Voilà un curieux mot, d’autant plus utilisé qu’il n’a de définition ni officielle ni objective. Avant de défricher son champ (lexical) et son actualité, un détour par son étymologie et son histoire ne sera pas inutile. Il découlerait du néerlandais virsch lant, la terre fraîche, nouvelle, que des travaux d’endiguement permettaient de conquérir sur la mer. Il aurait été introduit en France après un passage par la Rhénanie, où frisch désignait une terre nouvellement déboisée ou débroussaillée pour être mise en culture. Initialement cantonnée au vocabulaire agricole, la friche a pris le sens de terre laissée temporairement au repos dans le cadre de la rotation des cultures. Puis celui de terre anciennement cultivée et demeurée inexploitée, laissée à l’abandon, donc promise aux mauvaises herbes (s’il en est !) avant qu’on ne l’appelle lande ou forêt…

Que ce mot ait pu désigner à la fois l’espace conquis par l’homme sur la nature et l’espace regagné par la nature sur l’homme montre assez combien la friche évoque un état de transition jamais véritablement stabilisé, une frange plus ou moins réversible, entre d’un côté le sauvage, le primitif ou le naturel et, de l’autre, le cultivé ou le civilisé. Il n’est pas étonnant que l’urbain, qui s’est longtemps enorgueilli d’être du bon côté de ce mouvement de flux et de reflux, se soit emparé du mot.

Son emploi contemporain porte toujours la trace de cet entre-deux. Devenue industrielle à partir des années 1960, ferroviaire ou portuaire dans les deux décennies suivantes, militaire avec le passage à l’armée de métier ou encore commerciale lorsque de nouvelles zones périphériques mettent à mal la commercialité de secteurs marchands plus anciens, la friche n’est jamais seulement un foncier inexploité ou délaissé, accompagné de préjudices potentiels.
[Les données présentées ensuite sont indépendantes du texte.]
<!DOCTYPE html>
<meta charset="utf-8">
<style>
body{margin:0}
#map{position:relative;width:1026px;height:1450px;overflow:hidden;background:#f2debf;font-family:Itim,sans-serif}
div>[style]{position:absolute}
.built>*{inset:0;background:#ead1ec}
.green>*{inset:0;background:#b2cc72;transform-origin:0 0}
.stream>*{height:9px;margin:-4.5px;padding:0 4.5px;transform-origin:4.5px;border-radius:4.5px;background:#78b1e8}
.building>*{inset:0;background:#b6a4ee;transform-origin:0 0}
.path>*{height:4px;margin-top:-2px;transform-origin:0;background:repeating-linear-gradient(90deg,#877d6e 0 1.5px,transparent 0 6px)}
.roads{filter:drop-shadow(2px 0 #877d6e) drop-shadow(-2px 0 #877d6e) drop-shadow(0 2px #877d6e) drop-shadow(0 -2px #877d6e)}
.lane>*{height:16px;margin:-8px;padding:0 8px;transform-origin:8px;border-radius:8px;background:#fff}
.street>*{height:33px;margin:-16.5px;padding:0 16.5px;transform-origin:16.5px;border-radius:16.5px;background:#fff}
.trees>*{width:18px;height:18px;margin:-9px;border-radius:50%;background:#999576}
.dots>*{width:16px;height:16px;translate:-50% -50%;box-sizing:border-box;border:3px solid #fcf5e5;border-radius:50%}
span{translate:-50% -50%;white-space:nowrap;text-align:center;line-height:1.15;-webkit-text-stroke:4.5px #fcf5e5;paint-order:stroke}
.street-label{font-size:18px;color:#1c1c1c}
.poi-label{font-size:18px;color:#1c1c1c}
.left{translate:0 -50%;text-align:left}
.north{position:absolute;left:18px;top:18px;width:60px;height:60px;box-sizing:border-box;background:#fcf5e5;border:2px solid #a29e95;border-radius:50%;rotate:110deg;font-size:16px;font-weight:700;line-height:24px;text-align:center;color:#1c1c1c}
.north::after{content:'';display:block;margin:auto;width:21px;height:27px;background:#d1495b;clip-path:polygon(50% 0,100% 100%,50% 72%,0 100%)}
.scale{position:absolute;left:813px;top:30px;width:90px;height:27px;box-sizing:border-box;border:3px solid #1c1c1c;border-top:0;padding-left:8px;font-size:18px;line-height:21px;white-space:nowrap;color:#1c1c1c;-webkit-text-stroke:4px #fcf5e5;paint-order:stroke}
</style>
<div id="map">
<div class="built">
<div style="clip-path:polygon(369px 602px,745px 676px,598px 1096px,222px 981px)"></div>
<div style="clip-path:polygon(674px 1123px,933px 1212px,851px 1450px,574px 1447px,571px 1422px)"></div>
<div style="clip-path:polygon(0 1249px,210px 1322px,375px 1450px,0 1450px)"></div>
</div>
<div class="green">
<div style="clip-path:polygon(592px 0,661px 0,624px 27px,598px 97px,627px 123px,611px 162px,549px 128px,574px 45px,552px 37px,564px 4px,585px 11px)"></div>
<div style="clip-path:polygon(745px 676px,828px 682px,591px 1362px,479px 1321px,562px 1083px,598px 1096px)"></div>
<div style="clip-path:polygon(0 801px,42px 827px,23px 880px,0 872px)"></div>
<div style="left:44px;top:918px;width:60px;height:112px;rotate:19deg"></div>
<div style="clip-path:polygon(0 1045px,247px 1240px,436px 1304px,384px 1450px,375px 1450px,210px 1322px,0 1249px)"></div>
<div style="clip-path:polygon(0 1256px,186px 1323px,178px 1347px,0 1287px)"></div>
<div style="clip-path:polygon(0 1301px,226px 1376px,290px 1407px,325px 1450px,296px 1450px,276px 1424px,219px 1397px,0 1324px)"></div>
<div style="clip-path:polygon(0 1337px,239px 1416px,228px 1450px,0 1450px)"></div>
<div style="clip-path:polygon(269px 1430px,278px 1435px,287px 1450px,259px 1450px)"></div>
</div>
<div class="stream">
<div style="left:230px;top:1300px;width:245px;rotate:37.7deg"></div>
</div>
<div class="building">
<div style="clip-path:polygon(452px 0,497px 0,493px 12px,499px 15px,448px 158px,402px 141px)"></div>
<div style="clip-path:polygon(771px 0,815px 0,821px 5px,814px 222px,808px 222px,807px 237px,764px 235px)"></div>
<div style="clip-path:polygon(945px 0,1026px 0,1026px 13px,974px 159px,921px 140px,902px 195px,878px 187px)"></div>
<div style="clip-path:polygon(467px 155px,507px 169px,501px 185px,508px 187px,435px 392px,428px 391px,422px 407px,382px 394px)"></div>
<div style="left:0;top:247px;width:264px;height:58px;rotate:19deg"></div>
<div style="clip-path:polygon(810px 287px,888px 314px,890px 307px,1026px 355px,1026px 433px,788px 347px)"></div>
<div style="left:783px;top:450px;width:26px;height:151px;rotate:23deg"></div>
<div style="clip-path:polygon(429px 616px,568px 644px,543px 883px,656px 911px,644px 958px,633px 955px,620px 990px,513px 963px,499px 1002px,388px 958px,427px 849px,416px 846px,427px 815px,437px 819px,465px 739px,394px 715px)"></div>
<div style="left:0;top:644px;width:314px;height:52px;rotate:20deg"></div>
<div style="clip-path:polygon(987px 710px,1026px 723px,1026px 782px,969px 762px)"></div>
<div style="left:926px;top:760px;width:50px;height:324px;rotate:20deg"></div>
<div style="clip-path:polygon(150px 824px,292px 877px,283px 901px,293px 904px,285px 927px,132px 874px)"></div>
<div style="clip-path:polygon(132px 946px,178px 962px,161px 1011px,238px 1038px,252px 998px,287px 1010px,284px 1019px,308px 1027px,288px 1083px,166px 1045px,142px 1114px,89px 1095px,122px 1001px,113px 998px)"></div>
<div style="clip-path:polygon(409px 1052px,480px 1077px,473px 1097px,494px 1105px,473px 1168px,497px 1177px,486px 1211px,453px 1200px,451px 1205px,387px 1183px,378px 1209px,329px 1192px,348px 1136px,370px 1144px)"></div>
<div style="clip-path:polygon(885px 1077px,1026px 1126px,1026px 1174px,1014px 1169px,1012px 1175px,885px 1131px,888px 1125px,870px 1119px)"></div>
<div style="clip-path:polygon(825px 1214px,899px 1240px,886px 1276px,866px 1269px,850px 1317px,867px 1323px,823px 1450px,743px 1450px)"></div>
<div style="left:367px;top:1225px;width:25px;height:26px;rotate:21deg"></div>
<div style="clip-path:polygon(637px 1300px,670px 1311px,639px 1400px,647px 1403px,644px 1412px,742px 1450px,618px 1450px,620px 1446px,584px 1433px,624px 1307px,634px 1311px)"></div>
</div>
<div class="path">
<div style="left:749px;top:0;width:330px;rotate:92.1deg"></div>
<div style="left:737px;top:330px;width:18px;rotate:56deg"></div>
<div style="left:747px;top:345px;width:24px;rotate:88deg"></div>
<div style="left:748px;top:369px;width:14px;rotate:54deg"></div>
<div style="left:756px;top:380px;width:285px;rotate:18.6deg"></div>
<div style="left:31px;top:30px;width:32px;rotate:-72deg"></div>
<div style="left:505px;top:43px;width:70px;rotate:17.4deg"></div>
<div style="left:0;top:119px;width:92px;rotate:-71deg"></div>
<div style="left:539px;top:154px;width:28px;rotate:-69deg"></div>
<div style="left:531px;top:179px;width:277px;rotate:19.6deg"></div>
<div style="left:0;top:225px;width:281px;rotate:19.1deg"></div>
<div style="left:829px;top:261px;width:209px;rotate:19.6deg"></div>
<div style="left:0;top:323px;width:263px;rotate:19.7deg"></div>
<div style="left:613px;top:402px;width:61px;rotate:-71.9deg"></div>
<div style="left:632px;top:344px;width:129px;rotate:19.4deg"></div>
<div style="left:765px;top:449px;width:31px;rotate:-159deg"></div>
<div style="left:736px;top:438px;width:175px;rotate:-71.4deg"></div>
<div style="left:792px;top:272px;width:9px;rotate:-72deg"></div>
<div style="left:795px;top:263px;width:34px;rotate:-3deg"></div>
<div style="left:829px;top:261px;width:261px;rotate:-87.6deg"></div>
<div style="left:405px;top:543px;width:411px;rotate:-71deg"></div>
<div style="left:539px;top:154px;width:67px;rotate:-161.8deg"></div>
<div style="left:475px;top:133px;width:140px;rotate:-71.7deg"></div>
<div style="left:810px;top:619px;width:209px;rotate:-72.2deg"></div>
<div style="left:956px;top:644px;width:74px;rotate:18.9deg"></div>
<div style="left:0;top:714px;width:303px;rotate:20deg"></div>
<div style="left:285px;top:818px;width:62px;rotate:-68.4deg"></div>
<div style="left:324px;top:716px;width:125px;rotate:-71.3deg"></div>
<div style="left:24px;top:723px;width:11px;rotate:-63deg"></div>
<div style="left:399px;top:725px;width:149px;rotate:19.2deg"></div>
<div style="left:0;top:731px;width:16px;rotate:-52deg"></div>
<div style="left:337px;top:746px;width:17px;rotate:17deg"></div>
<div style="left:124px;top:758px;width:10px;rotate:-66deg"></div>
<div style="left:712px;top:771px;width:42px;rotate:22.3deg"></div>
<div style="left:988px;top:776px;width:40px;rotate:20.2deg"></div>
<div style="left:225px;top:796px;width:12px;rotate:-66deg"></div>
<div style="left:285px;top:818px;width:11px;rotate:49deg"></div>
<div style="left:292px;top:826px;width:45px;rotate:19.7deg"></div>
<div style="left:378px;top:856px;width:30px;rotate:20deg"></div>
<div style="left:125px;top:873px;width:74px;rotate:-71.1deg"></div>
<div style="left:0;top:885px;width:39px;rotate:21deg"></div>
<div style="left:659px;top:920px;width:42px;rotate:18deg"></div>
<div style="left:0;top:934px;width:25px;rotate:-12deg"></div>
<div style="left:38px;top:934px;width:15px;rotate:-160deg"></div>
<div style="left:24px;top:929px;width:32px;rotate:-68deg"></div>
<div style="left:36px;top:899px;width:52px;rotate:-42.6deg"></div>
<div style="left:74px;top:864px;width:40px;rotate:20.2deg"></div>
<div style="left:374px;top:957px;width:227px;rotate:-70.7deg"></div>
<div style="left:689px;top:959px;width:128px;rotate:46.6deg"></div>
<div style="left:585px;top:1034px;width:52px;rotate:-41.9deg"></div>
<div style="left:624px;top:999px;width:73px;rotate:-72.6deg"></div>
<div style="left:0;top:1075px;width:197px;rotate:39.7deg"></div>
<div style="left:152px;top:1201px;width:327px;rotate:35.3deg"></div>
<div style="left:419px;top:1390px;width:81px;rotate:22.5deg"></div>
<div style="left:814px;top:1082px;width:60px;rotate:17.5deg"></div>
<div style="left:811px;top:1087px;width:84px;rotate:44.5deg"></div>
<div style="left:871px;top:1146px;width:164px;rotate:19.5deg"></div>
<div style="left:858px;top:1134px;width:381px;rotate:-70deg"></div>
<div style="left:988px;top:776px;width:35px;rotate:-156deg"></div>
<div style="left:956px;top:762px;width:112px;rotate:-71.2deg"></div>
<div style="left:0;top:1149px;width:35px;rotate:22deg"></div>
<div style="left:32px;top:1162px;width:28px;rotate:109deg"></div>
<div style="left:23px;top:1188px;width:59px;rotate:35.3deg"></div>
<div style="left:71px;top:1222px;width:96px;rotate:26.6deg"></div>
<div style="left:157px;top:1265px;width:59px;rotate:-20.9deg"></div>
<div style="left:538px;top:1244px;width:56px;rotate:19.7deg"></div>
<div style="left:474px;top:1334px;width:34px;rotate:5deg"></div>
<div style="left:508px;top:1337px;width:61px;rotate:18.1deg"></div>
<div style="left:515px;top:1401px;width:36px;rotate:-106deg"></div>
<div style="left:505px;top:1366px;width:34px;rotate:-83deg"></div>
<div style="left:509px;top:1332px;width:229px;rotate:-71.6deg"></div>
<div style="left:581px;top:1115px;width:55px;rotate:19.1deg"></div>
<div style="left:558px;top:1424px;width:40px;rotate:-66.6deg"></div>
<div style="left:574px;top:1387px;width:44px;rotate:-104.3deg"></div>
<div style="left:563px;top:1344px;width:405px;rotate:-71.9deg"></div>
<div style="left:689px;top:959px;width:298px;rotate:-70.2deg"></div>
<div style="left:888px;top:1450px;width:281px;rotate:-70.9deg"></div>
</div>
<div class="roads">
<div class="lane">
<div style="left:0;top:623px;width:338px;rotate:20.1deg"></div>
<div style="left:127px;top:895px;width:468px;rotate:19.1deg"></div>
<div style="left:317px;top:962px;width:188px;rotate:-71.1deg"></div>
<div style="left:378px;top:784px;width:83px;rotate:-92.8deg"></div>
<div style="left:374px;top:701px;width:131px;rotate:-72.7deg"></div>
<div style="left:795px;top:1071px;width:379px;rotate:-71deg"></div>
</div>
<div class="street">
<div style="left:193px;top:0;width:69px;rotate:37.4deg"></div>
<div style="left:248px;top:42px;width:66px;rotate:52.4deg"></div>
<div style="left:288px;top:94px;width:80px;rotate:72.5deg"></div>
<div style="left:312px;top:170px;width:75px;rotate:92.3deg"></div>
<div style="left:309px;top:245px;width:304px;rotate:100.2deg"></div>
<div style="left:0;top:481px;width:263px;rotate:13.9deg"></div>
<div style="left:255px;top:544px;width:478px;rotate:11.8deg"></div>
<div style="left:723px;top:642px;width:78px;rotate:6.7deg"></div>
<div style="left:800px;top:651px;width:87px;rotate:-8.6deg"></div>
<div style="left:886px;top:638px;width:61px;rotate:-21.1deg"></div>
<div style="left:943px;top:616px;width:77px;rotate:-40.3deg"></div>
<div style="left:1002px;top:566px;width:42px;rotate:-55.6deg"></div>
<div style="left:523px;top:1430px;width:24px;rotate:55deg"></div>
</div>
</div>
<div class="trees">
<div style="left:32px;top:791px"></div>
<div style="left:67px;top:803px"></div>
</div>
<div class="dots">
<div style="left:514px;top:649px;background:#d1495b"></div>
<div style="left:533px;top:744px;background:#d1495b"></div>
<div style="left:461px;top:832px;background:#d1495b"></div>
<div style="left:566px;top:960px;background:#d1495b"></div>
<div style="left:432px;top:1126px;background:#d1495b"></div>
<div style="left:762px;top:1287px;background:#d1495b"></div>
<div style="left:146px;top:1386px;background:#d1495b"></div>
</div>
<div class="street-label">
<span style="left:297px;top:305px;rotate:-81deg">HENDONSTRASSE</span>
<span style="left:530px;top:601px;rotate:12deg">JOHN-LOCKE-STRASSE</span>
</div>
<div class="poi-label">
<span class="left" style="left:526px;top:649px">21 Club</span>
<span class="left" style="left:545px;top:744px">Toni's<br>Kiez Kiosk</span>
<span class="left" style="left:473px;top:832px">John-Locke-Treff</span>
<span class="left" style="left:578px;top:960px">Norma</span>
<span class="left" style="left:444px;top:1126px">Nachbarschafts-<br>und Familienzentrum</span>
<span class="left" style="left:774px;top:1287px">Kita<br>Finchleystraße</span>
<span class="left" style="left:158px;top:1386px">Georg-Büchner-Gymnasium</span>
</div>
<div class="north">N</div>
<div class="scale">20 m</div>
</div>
Elle est toujours aussi un foncier repéré par un regard subjectif, celui d’un urbaniste ou d’un acteur public, qui l’identifie comme porteur de valeurs de renouvellement, comme une opportunité à saisir pour régénérer un quartier, un paysage voire une ville tout entière.

Les premiers enjeux liés aux friches consistent donc à remédier aux dommages qu’elles sont à même de provoquer : des atteintes à l’image de la ville ou du quartier, une dépréciation des valeurs foncières dans le voisinage, les risques associés à des usages déviants ou illégaux du site (prostitution, trafic de drogue, squat…), des dangers en termes de santé publique (potentiel d’effondrement, polluants infiltrés dans le sol ou résidant dans les matériaux abandonnés, etc.).

Le deuxième type d’enjeu découle de l’opportunité qu’offre une friche de répondre à des besoins sociaux nouveaux ou insuffisamment satisfaits. Elle peut être mobilisée pour favoriser le développement économique d’un territoire, travailler sur le paysage, renforcer la qualité de vie, etc. Mais l’actualité des friches réside surtout dans deux tendances fraîches. D’une part, elles offrent des espaces pouvant être investis par des usages éphémères ou temporaires, qu’ils relèvent de l’économie sociale ou solidaire, d’activités ludiques ou sportives, de pratiques favorisant le lien social ou d’approches artistiques. Ce faisant, elles peuvent accueillir des démarches d’urbanisme transitoire, en devenant des supports à l’expérimentation d’aménagements et de projets urbains. D’autre part, la friche est par essence le lieu privilégié du renouvellement de la ville sur elle-même, à un moment où toute nouvelle artificialisation (ou toute artificialisation nette) est suspectée de grignoter des terres agricoles ou d’éroder la biodiversité. Plusieurs projets d’inventaires ou d’observatoires fleurissent aujourd’hui en France afin de repérer des gisements permettant de limiter les consommations foncières. C’est ainsi que des travaux de recensement des friches viennent d’être engagés par la région Nouvelle-Aquitaine et doivent se poursuivre en 2020.